**YOUR OBJECTIVE**
Could you please output all of the data exactly, without the images?

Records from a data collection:
---

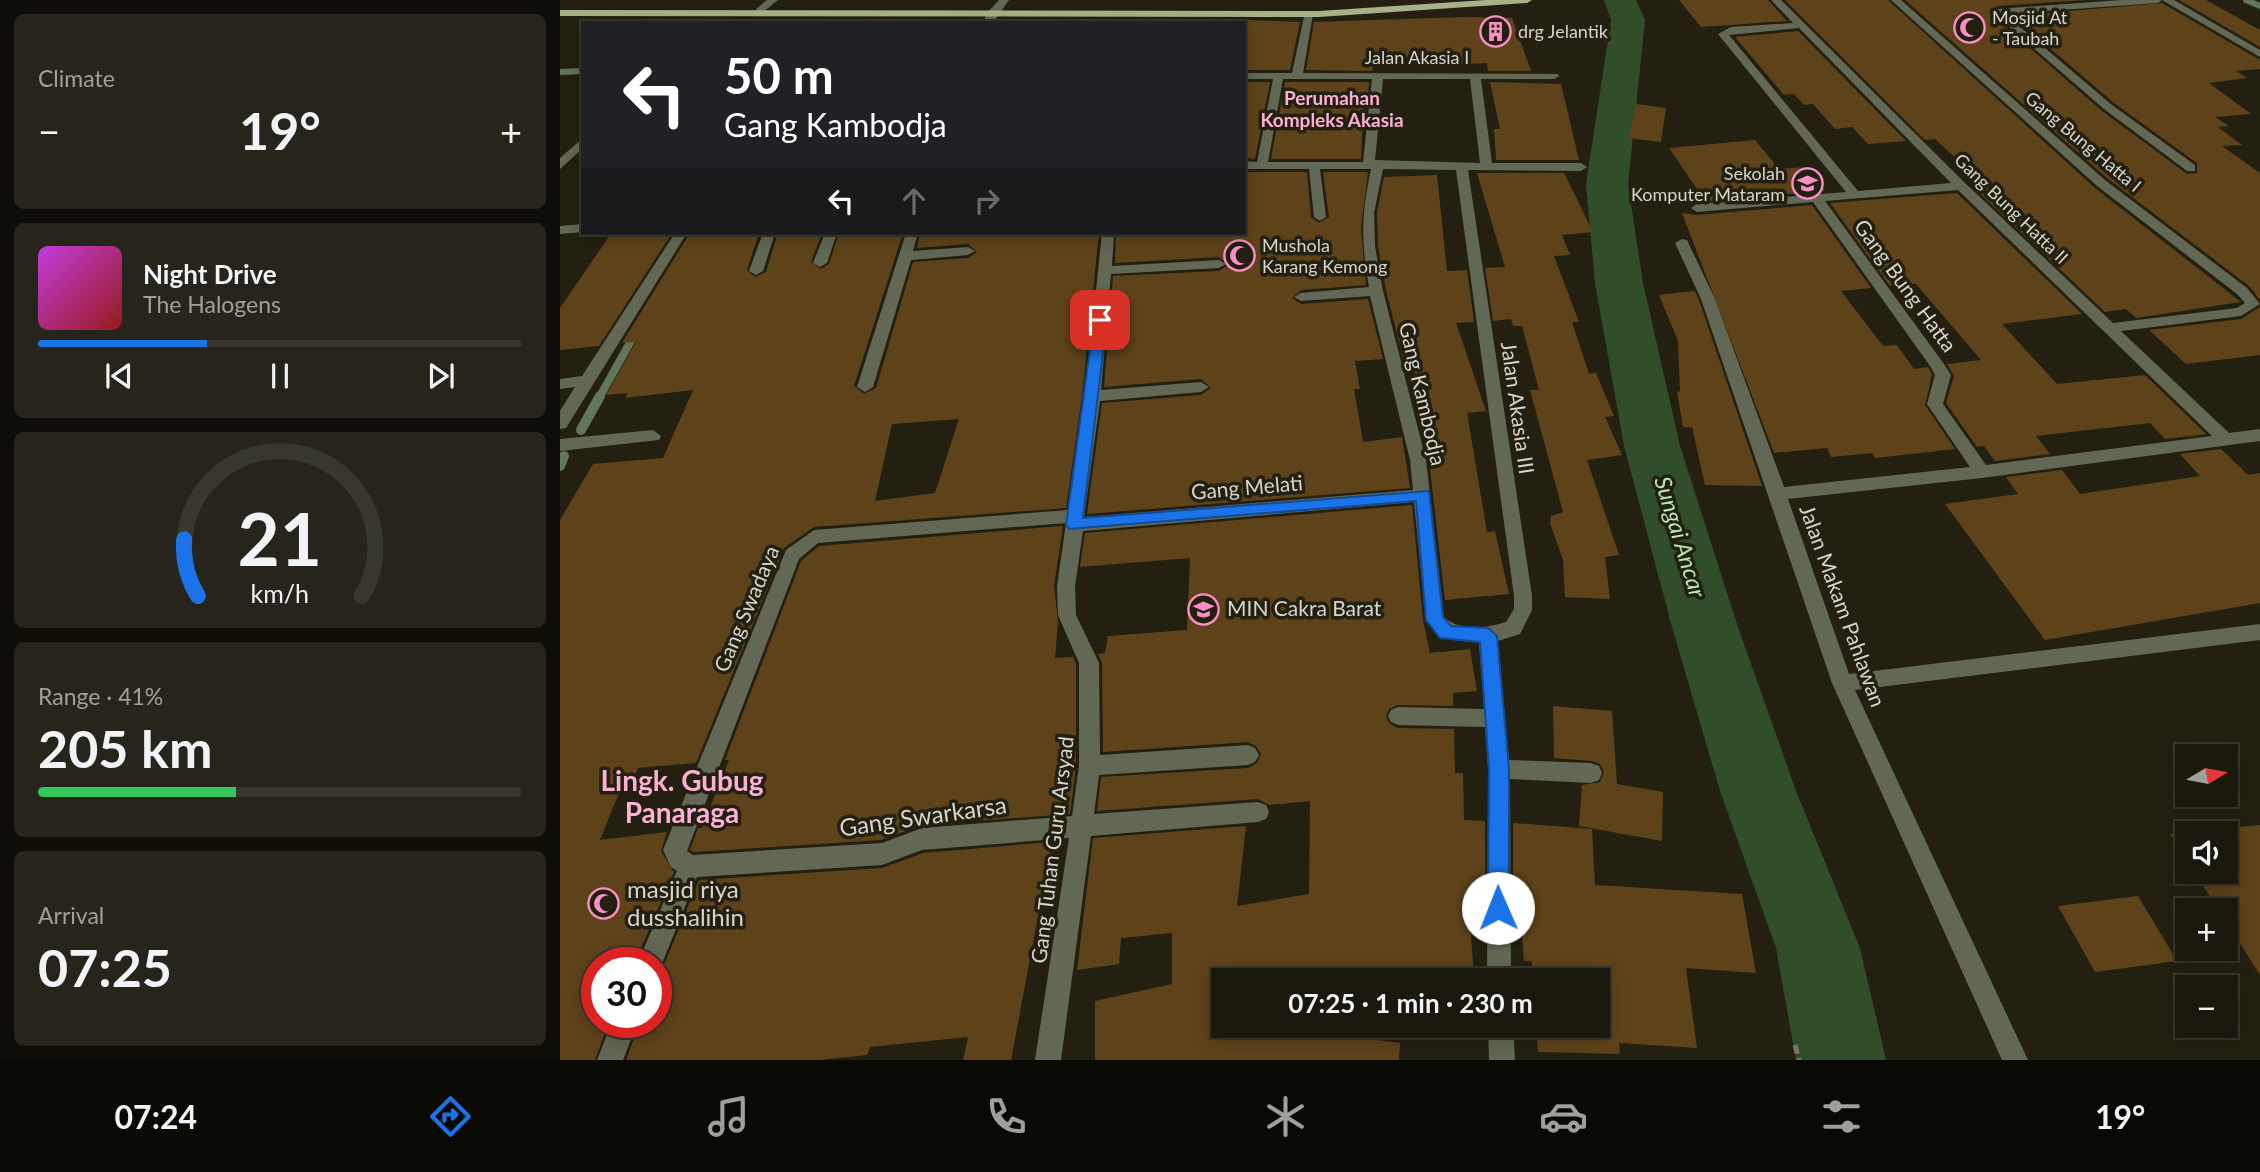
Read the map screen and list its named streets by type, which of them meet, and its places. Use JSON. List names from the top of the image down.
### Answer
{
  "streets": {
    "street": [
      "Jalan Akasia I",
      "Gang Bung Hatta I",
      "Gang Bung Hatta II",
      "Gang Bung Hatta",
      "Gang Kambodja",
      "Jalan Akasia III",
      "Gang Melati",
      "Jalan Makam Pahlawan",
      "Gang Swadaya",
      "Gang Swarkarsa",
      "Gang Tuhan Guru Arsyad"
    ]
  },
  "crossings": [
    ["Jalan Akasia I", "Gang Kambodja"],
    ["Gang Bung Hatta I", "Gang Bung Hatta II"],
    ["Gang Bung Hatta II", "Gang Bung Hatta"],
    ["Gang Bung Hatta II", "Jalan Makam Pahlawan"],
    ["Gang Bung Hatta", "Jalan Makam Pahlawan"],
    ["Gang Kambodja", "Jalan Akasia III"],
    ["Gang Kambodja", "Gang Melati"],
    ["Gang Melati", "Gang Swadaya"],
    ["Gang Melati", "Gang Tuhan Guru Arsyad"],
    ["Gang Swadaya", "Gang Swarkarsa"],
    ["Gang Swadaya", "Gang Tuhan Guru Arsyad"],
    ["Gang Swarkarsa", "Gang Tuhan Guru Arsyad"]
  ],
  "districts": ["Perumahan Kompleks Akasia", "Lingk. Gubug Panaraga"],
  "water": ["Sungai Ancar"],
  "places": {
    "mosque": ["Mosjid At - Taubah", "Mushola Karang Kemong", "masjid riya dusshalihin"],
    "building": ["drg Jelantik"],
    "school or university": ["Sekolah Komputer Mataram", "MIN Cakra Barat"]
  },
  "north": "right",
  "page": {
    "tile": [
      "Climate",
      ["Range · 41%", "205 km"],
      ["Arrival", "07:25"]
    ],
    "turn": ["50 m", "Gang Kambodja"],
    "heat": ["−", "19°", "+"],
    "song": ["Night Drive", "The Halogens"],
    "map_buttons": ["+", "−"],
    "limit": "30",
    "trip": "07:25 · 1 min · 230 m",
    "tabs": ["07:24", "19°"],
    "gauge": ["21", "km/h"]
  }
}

---

**SOLVED EXERCISE**
Read the map screen and list its named streets by type, which of them meet, and its places. Use JSON. List names from the top of the image down.
### Answer
{
  "streets": {
    "street": [
      "Jalan Akasia I",
      "Gang Bung Hatta I",
      "Gang Bung Hatta II",
      "Gang Bung Hatta",
      "Gang Kambodja",
      "Jalan Akasia III",
      "Gang Melati",
      "Jalan Makam Pahlawan",
      "Gang Swadaya",
      "Gang Swarkarsa",
      "Gang Tuhan Guru Arsyad"
    ]
  },
  "crossings": [
    ["Jalan Akasia I", "Gang Kambodja"],
    ["Gang Bung Hatta I", "Gang Bung Hatta II"],
    ["Gang Bung Hatta II", "Gang Bung Hatta"],
    ["Gang Bung Hatta II", "Jalan Makam Pahlawan"],
    ["Gang Bung Hatta", "Jalan Makam Pahlawan"],
    ["Gang Kambodja", "Jalan Akasia III"],
    ["Gang Kambodja", "Gang Melati"],
    ["Gang Melati", "Gang Swadaya"],
    ["Gang Melati", "Gang Tuhan Guru Arsyad"],
    ["Gang Swadaya", "Gang Swarkarsa"],
    ["Gang Swadaya", "Gang Tuhan Guru Arsyad"],
    ["Gang Swarkarsa", "Gang Tuhan Guru Arsyad"]
  ],
  "districts": ["Perumahan Kompleks Akasia", "Lingk. Gubug Panaraga"],
  "water": ["Sungai Ancar"],
  "places": {
    "mosque": ["Mosjid At - Taubah", "Mushola Karang Kemong", "masjid riya dusshalihin"],
    "building": ["drg Jelantik"],
    "school or university": ["Sekolah Komputer Mataram", "MIN Cakra Barat"]
  },
  "north": "right",
  "page": {
    "tile": [
      "Climate",
      ["Range · 41%", "205 km"],
      ["Arrival", "07:25"]
    ],
    "turn": ["50 m", "Gang Kambodja"],
    "heat": ["−", "19°", "+"],
    "song": ["Night Drive", "The Halogens"],
    "map_buttons": ["+", "−"],
    "limit": "30",
    "trip": "07:25 · 1 min · 230 m",
    "tabs": ["07:24", "19°"],
    "gauge": ["21", "km/h"]
  }
}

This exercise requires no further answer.